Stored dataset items
+++++

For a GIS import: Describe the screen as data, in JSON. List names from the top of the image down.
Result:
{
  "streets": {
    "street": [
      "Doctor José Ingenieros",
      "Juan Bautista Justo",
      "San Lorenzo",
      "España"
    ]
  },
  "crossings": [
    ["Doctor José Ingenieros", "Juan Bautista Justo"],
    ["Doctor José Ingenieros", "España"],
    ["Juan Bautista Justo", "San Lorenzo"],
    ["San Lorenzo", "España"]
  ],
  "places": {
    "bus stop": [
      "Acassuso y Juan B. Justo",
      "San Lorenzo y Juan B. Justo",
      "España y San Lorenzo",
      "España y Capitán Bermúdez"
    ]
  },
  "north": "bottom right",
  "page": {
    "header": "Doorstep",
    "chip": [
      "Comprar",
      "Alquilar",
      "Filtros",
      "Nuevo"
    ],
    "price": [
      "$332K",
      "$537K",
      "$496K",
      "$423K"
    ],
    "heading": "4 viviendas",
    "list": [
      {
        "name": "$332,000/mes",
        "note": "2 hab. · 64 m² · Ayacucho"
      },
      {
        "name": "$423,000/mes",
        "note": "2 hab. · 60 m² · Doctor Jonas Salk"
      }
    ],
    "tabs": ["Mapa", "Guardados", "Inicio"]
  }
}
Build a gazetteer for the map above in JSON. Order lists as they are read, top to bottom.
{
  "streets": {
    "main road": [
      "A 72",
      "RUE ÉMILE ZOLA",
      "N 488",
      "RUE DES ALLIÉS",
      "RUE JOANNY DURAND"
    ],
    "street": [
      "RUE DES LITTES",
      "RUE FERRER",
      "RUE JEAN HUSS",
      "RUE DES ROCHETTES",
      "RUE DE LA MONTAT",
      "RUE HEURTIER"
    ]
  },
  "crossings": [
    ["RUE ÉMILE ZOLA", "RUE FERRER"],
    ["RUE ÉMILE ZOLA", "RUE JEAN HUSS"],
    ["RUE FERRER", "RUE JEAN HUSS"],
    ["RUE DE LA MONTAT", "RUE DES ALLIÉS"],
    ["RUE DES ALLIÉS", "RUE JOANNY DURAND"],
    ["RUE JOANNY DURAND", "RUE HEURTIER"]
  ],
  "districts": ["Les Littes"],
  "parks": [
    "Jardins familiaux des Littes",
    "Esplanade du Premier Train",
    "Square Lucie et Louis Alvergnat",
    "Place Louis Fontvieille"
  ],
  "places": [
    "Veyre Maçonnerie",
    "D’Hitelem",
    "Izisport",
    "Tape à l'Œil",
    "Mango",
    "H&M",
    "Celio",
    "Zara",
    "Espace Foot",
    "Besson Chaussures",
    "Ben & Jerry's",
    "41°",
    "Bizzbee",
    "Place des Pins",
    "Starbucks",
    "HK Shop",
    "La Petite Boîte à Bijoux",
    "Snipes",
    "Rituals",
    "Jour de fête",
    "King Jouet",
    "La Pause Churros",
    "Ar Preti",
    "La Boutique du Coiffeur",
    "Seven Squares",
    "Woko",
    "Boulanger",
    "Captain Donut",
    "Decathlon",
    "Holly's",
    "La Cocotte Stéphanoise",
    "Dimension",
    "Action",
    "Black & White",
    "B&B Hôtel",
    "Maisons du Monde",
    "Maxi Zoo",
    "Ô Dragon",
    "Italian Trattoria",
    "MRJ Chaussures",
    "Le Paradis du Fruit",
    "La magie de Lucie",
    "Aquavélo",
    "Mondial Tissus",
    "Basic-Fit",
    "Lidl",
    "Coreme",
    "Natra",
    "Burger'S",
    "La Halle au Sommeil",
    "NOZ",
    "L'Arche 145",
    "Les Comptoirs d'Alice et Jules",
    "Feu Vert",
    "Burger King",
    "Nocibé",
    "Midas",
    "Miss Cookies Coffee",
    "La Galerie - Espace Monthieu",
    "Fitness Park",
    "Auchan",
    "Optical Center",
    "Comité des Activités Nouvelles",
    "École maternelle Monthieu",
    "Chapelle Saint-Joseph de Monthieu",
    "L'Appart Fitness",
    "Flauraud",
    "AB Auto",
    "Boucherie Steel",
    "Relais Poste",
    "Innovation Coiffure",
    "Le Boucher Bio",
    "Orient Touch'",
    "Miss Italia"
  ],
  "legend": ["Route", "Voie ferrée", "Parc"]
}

+++++

▶ INSTRUCTIONS TO FOLLOW
Every line above that holds the string "note" should be copied into the answer.

▶ RESPONSE TO THE EXERCISE
        "note": "2 hab. · 64 m² · Ayacucho"
        "note": "2 hab. · 60 m² · Doctor Jonas Salk"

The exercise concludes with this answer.